Monday, 24 August 2020

STEPHAN'S SIX - CARTER WEEKS MADDOX


The perfume industry is usually thought of as a kind of diaphanous world of late lunches and canapés. Well prepare to have that blown out of the water by Carter Weeks Maddox, the founder of the latest niche brand from Florida called Chronotope. This self-taught perfumer is going to take us from Estée Lauder to bathhouse slings, and everything in-between, as we discover more about him during “Stephan’s Six”.

What is the first smell that you can remember?
I’m unsure of a first, and I worry that any one thing I try to answer definitively with will be a fabrication since memory, especially from early childhood, is so unreliable. Still, I grew up deep in the East Texas Pineywoods, and my earlier scent memories are mostly wild: red clay soil, loamy earth, pine sap, wild mushrooms, oak rot, creekbeds, crawfish, hay, brush fires, the hickory that dad used to smoke brisket. Then there are fecopoetic smells like cow patties and chicken shit and horse urine and skunk spray and algae. Then there are deadly smells like gunpowder and bore solvent, cottonmouth musk, tractor exhaust, our woods as they blazed one hot summer night when a campfire got out of control, and the fumes from a meth lab that was hidden on the property next to us after it blew up. I feel nostalgic for some of these smells (hickory, mushrooms, red clay soil, bore solvent) but repelled by others (cottonmouth musk!).

What perfumes did your parents wear?
Mom wore Halston Classic during fall and winter and L’air du Temps during spring and summer. She also wore Red Door as a powder and cream. Dad wore Aramis, occasional dabs from a bottle of Polo Green, and Clubman.
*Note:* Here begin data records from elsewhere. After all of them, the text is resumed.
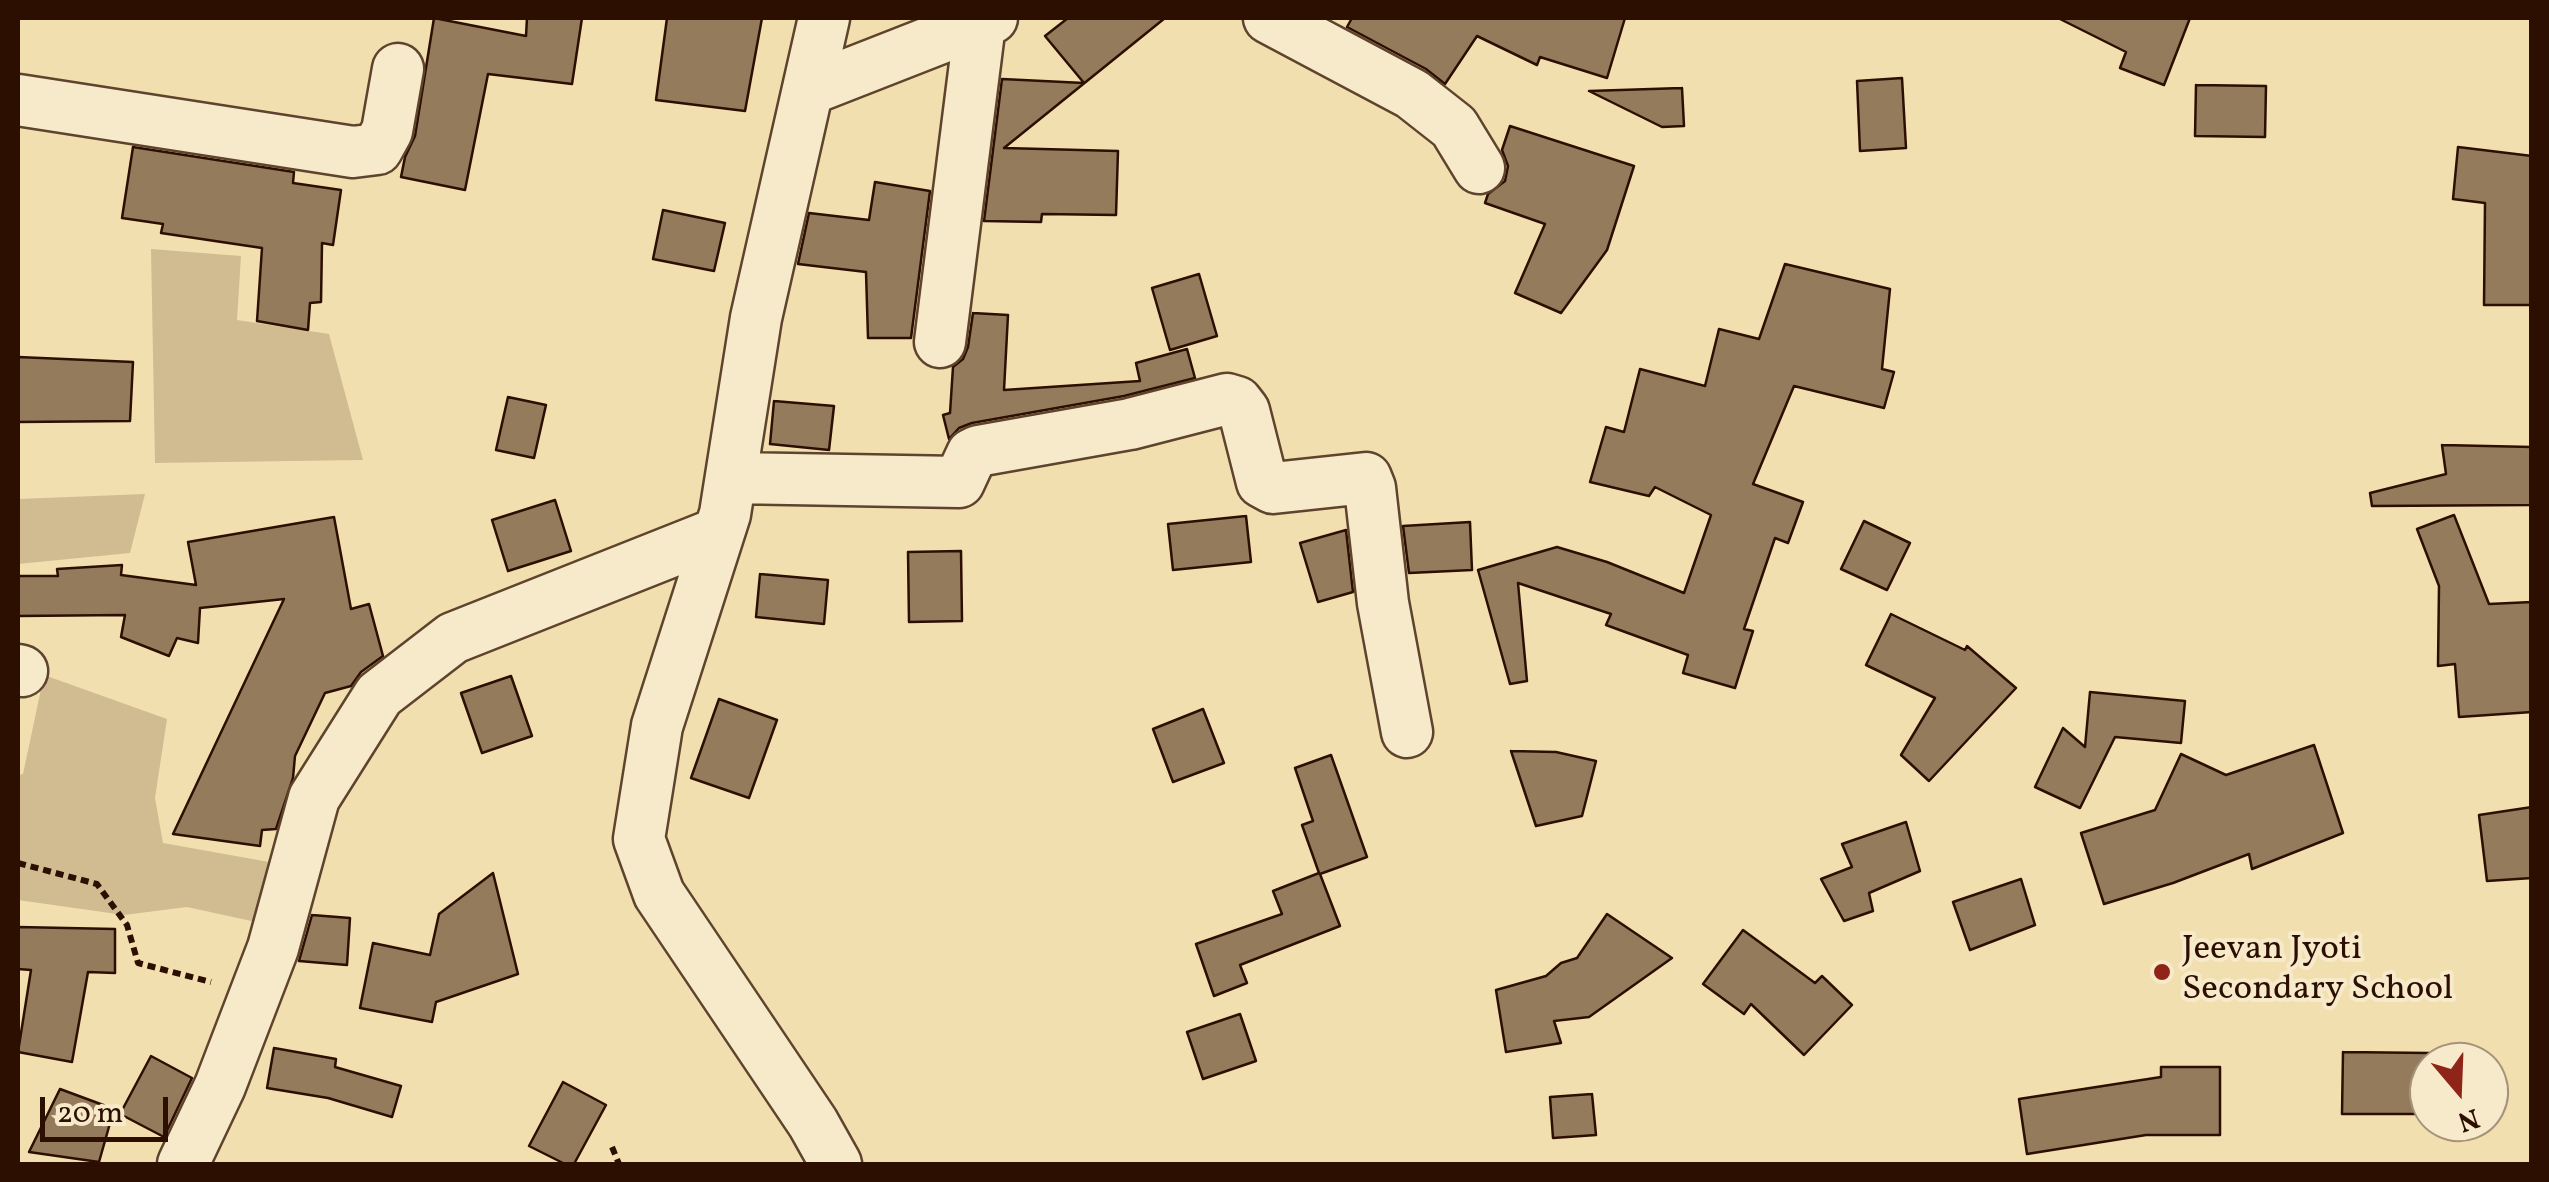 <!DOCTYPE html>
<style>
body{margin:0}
#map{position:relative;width:2549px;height:1182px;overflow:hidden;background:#f2dfaf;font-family:Vollkorn,serif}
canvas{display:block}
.frame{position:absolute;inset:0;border:20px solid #2d0f02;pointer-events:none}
.north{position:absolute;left:2409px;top:1042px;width:100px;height:100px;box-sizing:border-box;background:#f7eacb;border:2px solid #a6927b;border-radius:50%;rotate:161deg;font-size:28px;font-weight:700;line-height:40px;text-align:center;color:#2d0f02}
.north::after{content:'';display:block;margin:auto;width:35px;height:45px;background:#8f2418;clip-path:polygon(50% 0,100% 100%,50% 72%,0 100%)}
.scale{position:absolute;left:40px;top:1097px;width:128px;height:45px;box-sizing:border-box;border:5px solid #2d0f02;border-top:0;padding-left:12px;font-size:30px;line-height:35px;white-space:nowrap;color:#2d0f02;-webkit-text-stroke:8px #f7eacb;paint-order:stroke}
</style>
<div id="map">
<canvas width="2549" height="1182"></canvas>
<div class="frame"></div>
<div class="north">N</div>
<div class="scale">20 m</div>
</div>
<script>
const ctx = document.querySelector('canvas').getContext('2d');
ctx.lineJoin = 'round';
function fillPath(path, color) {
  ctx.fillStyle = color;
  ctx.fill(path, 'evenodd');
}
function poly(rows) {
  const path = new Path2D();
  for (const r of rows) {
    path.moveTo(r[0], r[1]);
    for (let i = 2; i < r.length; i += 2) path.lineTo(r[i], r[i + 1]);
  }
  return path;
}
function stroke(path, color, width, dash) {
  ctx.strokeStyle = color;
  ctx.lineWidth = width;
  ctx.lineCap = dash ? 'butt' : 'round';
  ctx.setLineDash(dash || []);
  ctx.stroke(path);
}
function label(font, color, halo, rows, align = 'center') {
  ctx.font = font + ' Vollkorn,serif';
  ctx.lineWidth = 8;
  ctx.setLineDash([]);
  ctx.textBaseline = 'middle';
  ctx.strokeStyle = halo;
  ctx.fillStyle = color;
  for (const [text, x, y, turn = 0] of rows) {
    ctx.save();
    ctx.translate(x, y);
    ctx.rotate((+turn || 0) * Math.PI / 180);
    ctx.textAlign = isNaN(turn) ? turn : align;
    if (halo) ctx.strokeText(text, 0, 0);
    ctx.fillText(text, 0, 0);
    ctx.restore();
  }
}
fillPath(poly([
 [151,249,241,256,237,320,329,334,363,460,155,463],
 [145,494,130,553,18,564,18,499],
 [44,675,167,719,155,798,163,843,286,865,279,927,187,907,124,915,18,900,18,775,23,774]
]), '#d1bc92');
const building = poly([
 [434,18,526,36,527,18,582,18,572,84,488,74,465,190,401,177,405,157,415,136,434,18],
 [667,18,762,18,745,111,656,100,667,18],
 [1068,18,1165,18,1004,148,1118,151,1116,215,1042,214,1041,222,984,221,1002,79,1084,83,1045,36,1068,18],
 [1352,18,1625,18,1607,78,1540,57,1537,65,1477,36,1445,84,1426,69,1347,27,1352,18],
 [2058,18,2190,18,2164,85,2120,68,2126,52,2058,18],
 [1902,78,1906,148,1860,151,1857,81,1902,78],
 [2196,85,2266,86,2265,137,2195,136,2196,85],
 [1682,88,1684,126,1662,127,1589,91,1682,88],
 [1510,126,1634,166,1607,250,1561,313,1515,293,1545,224,1485,203,1488,194,1505,181,1508,166,1502,150,1510,126],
 [133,147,294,172,293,183,341,190,333,245,322,243,321,302,310,303,308,330,257,321,262,248,161,233,163,224,122,218,133,147],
 [2458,147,2532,156,2532,305,2484,305,2485,203,2453,199,2458,147],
 [875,182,930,191,911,338,868,338,866,272,798,264,809,213,869,220,875,182],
 [663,210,725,223,714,271,653,259,663,210],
 [1785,264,1890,289,1882,369,1894,372,1884,408,1794,386,1753,484,1803,502,1788,543,1775,538,1744,629,1753,631,1735,688,1683,673,1688,655,1606,625,1611,614,1518,583,1527,681,1510,684,1478,570,1557,547,1607,562,1684,593,1711,515,1655,487,1649,496,1590,482,1606,427,1624,432,1640,369,1705,386,1719,329,1759,339,1785,264],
 [1199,274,1217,336,1170,350,1152,288,1199,274],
 [973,313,1008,315,1004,390,1140,381,1136,363,1187,349,1195,378,1124,396,972,423,959,428,949,439,943,415,950,413,953,367,963,359,968,347,973,313],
 [18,357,133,362,130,421,18,422,18,357],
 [508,397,546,405,534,458,496,450,508,397],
 [774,401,834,406,829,450,770,444,774,401],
 [2442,445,2532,447,2532,505,2372,506,2370,493,2446,474,2442,445],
 [555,500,571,551,508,571,492,520,555,500],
 [2454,515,2489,604,2532,602,2532,712,2459,717,2455,664,2438,666,2439,586,2417,529,2454,515],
 [1246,516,1251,562,1173,570,1168,524,1246,516],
 [334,517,351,609,369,604,383,656,361,672,351,686,325,693,295,756,293,778,276,829,262,830,260,846,173,834,284,599,200,608,198,643,177,638,169,656,121,637,125,615,18,616,18,576,58,576,57,569,122,565,121,575,196,585,188,542,334,517],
 [1864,521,1910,543,1887,590,1841,569,1864,521],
 [1470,522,1472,570,1409,573,1403,526,1470,522],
 [1346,530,1353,592,1318,602,1300,543,1346,530],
 [961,551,962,621,909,622,908,552,961,551],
 [760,574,828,580,824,624,756,617,760,574],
 [1891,614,1965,650,1967,646,2016,688,1929,781,1901,755,1935,698,1866,665,1891,614],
 [511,676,532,736,482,753,461,693,511,676],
 [2090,692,2185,701,2181,743,2115,737,2080,808,2035,787,2063,728,2085,747,2090,692],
 [719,699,777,720,749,798,691,778,719,699],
 [1203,709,1224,763,1173,782,1153,729,1203,709],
 [2314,745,2343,833,2252,869,2249,854,2173,883,2104,904,2081,833,2155,810,2181,754,2226,775,2314,745],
 [1511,751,1556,752,1596,761,1582,816,1536,826,1511,751],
 [1331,755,1367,857,1320,874,1340,926,1240,965,1247,983,1214,996,1196,944,1282,914,1273,891,1319,873,1302,825,1313,821,1295,768,1331,755],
 [2532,807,2532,878,2487,881,2479,815,2532,807],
 [1906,822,1920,871,1869,893,1873,911,1844,921,1821,879,1852,867,1842,844,1906,822],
 [493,873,518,974,436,1002,432,1022,360,1008,373,943,430,955,439,914,493,873],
 [2021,879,2035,925,1970,950,1953,902,2021,879],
 [1607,914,1672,958,1589,1017,1554,1021,1561,1043,1506,1052,1496,990,1546,976,1561,963,1577,958,1607,914],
 [312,915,350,918,347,965,299,961,312,915],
 [18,927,115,929,115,973,88,972,72,1062,18,1052,31,970,18,969,18,927],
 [1743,930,1815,983,1822,976,1852,1005,1804,1055,1751,1004,1744,1014,1703,984,1743,930],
 [1240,1014,1256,1061,1203,1079,1187,1032,1240,1014],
 [274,1048,336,1059,335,1067,401,1086,392,1117,328,1098,267,1088,274,1048],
 [2343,1052,2429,1053,2429,1114,2342,1114,2343,1052],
 [151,1056,192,1078,164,1137,120,1114,151,1056],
 [2161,1067,2220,1067,2220,1135,2146,1135,2027,1154,2019,1099,2161,1077,2161,1067],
 [563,1082,606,1105,574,1164,565,1164,529,1146,563,1082],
 [60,1089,114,1109,99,1162,29,1152,60,1089],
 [1592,1094,1596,1135,1553,1138,1550,1097,1592,1094]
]);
fillPath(building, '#937b5c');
stroke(building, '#2d0f02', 2.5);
const street = poly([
 [824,18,756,318,725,514,657,726,639,839,659,894,813,1123,836,1164],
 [1269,18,1412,94,1454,127,1479,168],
 [808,90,992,18],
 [18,100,353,152,377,149,387,131,398,69],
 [940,342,980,24],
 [733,478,959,482,972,454,978,451,1130,424,1227,399,1237,402,1244,411,1262,482,1273,488,1366,478,1370,488,1383,603,1407,732],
 [18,670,22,671],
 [183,1164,220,1086,273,948,314,798,379,695,453,638,718,533]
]);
stroke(street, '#5e432d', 55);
stroke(poly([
 [18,863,97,884,127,925,138,963,211,982],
 [612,1147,619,1164]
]), '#2d0f02', 6, [8, 5]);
stroke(street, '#f7eacb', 50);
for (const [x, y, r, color] of [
 [2162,972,10,"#8f2418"]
]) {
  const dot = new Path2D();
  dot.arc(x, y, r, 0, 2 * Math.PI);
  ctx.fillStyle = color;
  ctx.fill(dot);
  stroke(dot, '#f7eacb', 4);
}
label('35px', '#2d0f02', '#f7eacb', [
 ["Jeevan Jyoti",2182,952],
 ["Secondary School",2182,992]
], 'left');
</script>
Mom hated the Clubman. Mostly I remember wearing them too. I thought I was being really sneaky about it, but nobody could have honestly not noticed that a six year old was wearing Halston.

What was the perfume of your twenties?
I wore Gucci Rush right as I turned twenty. Then I entered grad school at twenty-one, and I was incredibly broke and hardly able to afford food, much less fragrance. Instead, I wore cheap essential oils that I dropped straight onto my wrists, which was my ignorant intro to blending! For my twenty-third birthday, with money from my first adult job, I bought Tom Ford Tuscan Leather, which I layered on top of tiny dabs of Matthew Camp 8.5. So, for a while, I smelled like a raspberry urinal cake and a black leather bathhouse sling. Don't knock it until you try it.

What was your biggest perfume mistake?
One Christmas - I would have been twelve or so - my grandmother put Tommy Hilfiger Freedom in all the cousins’ stockings. I’ve never been able to keep my mouth shut, so when I smelled it and expressed how awful it was (“like a baking soda and vinegar volcano!”), she overheard, and I ruined Christmas.

If you could only choose one perfume?
I'll take Dior's 1963 formula of Diorling in one of those big, old, pour le voyage bottles. It's such a kick-ass chypre. All chypres are kick-ass perfumes. Diorling’s hyacinth, and its off-kilter melon buzzing around with the oakmoss in the background, makes the juice so alluring. The past year has been all about green scents for me, especially the isobutyl quinoline ones, and Diorling is the perfect kind of green IBQ perfume. Unlike Bandit by Piguet, which can choke me, I can wear Diorling even in the hottest, most humid days of Florida summer.

What perfume should I try?
Why not go for Playalinda. It’s my baby, and it’s a perfume about memory, especially the unreliability of memory. I made it particularly for people who haven’t really been represented very well, thematically, in perfume yet - not outside of mockery or placation, at least. I'll let you and the readers figure out what I mean by that.